--- START ---

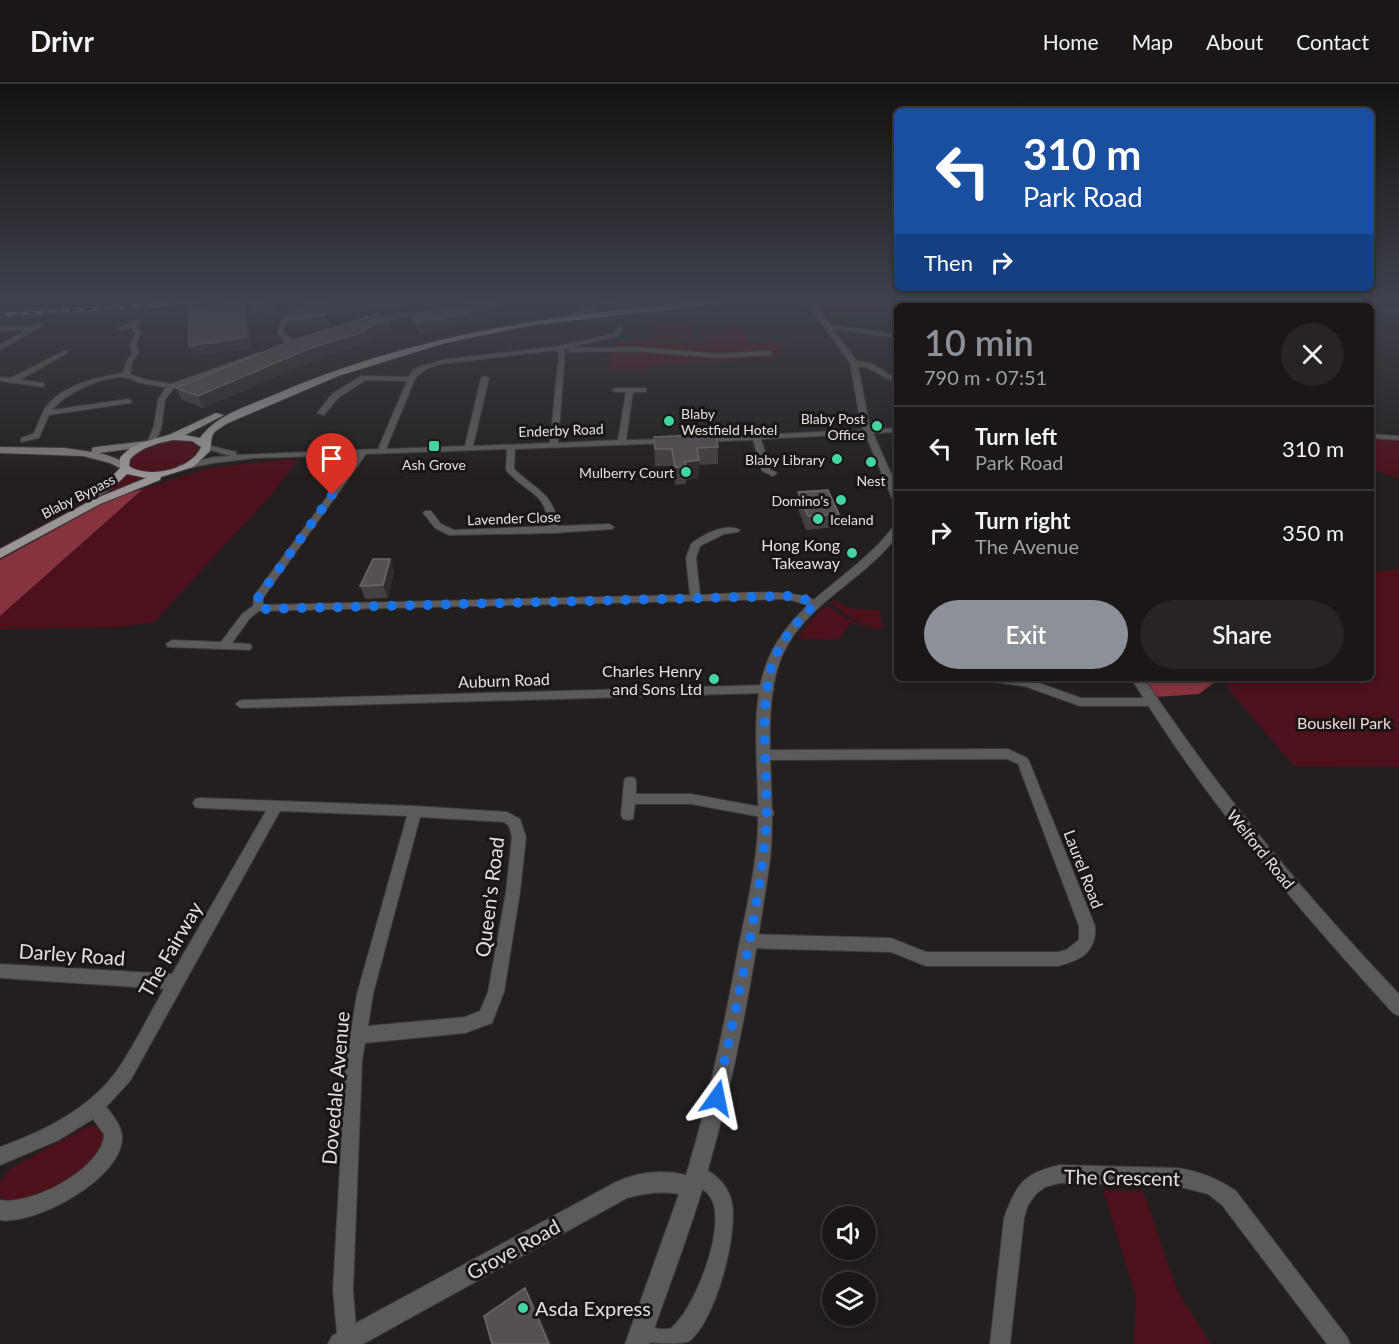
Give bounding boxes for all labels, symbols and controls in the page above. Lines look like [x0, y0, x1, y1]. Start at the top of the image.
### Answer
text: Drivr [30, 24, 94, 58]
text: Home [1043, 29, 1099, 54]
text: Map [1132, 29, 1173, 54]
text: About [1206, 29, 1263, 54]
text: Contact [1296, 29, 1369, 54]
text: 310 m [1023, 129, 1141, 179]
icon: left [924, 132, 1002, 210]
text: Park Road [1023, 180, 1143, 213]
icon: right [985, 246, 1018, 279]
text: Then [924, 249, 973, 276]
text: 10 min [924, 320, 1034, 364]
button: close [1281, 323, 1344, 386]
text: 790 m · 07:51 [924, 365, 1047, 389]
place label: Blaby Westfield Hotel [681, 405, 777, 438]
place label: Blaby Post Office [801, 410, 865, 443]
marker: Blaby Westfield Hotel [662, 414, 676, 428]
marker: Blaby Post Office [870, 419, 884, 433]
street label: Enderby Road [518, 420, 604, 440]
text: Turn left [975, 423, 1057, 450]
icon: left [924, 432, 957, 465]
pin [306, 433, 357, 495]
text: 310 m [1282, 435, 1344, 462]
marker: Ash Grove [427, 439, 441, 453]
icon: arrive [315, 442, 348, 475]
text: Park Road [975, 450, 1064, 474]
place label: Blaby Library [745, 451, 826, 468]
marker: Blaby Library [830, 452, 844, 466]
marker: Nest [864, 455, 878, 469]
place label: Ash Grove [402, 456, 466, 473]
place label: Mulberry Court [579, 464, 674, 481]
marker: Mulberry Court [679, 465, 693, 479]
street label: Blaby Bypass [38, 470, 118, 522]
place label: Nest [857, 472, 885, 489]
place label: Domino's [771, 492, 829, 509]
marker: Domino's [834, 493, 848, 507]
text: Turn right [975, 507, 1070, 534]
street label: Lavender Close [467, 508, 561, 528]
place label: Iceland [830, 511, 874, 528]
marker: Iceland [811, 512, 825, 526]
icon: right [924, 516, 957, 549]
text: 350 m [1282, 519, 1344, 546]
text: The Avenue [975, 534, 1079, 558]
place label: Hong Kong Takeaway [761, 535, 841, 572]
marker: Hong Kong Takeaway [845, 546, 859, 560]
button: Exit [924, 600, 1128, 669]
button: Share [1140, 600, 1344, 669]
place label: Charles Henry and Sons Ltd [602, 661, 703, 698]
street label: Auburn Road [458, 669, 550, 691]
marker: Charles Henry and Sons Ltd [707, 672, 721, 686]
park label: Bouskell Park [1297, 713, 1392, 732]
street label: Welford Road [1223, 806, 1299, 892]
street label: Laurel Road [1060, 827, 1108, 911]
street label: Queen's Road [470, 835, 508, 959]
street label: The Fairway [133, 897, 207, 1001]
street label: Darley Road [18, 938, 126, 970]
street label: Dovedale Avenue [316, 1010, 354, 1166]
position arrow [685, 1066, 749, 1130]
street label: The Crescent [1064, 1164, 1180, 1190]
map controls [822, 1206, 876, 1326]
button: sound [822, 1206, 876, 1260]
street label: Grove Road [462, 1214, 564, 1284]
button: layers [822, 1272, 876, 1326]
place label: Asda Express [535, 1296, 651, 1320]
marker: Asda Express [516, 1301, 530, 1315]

--- END ---

Leave out the pictures, and give all the records again exactly.

Give bounding boxes for all labels, symbols and controls in the page above. Lines look like [x0, y0, x1, y1]. Start at the top of the image.
### Answer
text: Drivr [30, 24, 94, 58]
text: Home [1043, 29, 1099, 54]
text: Map [1132, 29, 1173, 54]
text: About [1206, 29, 1263, 54]
text: Contact [1296, 29, 1369, 54]
text: 310 m [1023, 129, 1141, 179]
icon: left [924, 132, 1002, 210]
text: Park Road [1023, 180, 1143, 213]
icon: right [985, 246, 1018, 279]
text: Then [924, 249, 973, 276]
text: 10 min [924, 320, 1034, 364]
button: close [1281, 323, 1344, 386]
text: 790 m · 07:51 [924, 365, 1047, 389]
place label: Blaby Westfield Hotel [681, 405, 777, 438]
place label: Blaby Post Office [801, 410, 865, 443]
marker: Blaby Westfield Hotel [662, 414, 676, 428]
marker: Blaby Post Office [870, 419, 884, 433]
street label: Enderby Road [518, 420, 604, 440]
text: Turn left [975, 423, 1057, 450]
icon: left [924, 432, 957, 465]
pin [306, 433, 357, 495]
text: 310 m [1282, 435, 1344, 462]
marker: Ash Grove [427, 439, 441, 453]
icon: arrive [315, 442, 348, 475]
text: Park Road [975, 450, 1064, 474]
place label: Blaby Library [745, 451, 826, 468]
marker: Blaby Library [830, 452, 844, 466]
marker: Nest [864, 455, 878, 469]
place label: Ash Grove [402, 456, 466, 473]
place label: Mulberry Court [579, 464, 674, 481]
marker: Mulberry Court [679, 465, 693, 479]
street label: Blaby Bypass [38, 470, 118, 522]
place label: Nest [857, 472, 885, 489]
place label: Domino's [771, 492, 829, 509]
marker: Domino's [834, 493, 848, 507]
text: Turn right [975, 507, 1070, 534]
street label: Lavender Close [467, 508, 561, 528]
place label: Iceland [830, 511, 874, 528]
marker: Iceland [811, 512, 825, 526]
icon: right [924, 516, 957, 549]
text: 350 m [1282, 519, 1344, 546]
text: The Avenue [975, 534, 1079, 558]
place label: Hong Kong Takeaway [761, 535, 841, 572]
marker: Hong Kong Takeaway [845, 546, 859, 560]
button: Exit [924, 600, 1128, 669]
button: Share [1140, 600, 1344, 669]
place label: Charles Henry and Sons Ltd [602, 661, 703, 698]
street label: Auburn Road [458, 669, 550, 691]
marker: Charles Henry and Sons Ltd [707, 672, 721, 686]
park label: Bouskell Park [1297, 713, 1392, 732]
street label: Welford Road [1223, 806, 1299, 892]
street label: Laurel Road [1060, 827, 1108, 911]
street label: Queen's Road [470, 835, 508, 959]
street label: The Fairway [133, 897, 207, 1001]
street label: Darley Road [18, 938, 126, 970]
street label: Dovedale Avenue [316, 1010, 354, 1166]
position arrow [685, 1066, 749, 1130]
street label: The Crescent [1064, 1164, 1180, 1190]
map controls [822, 1206, 876, 1326]
button: sound [822, 1206, 876, 1260]
street label: Grove Road [462, 1214, 564, 1284]
button: layers [822, 1272, 876, 1326]
place label: Asda Express [535, 1296, 651, 1320]
marker: Asda Express [516, 1301, 530, 1315]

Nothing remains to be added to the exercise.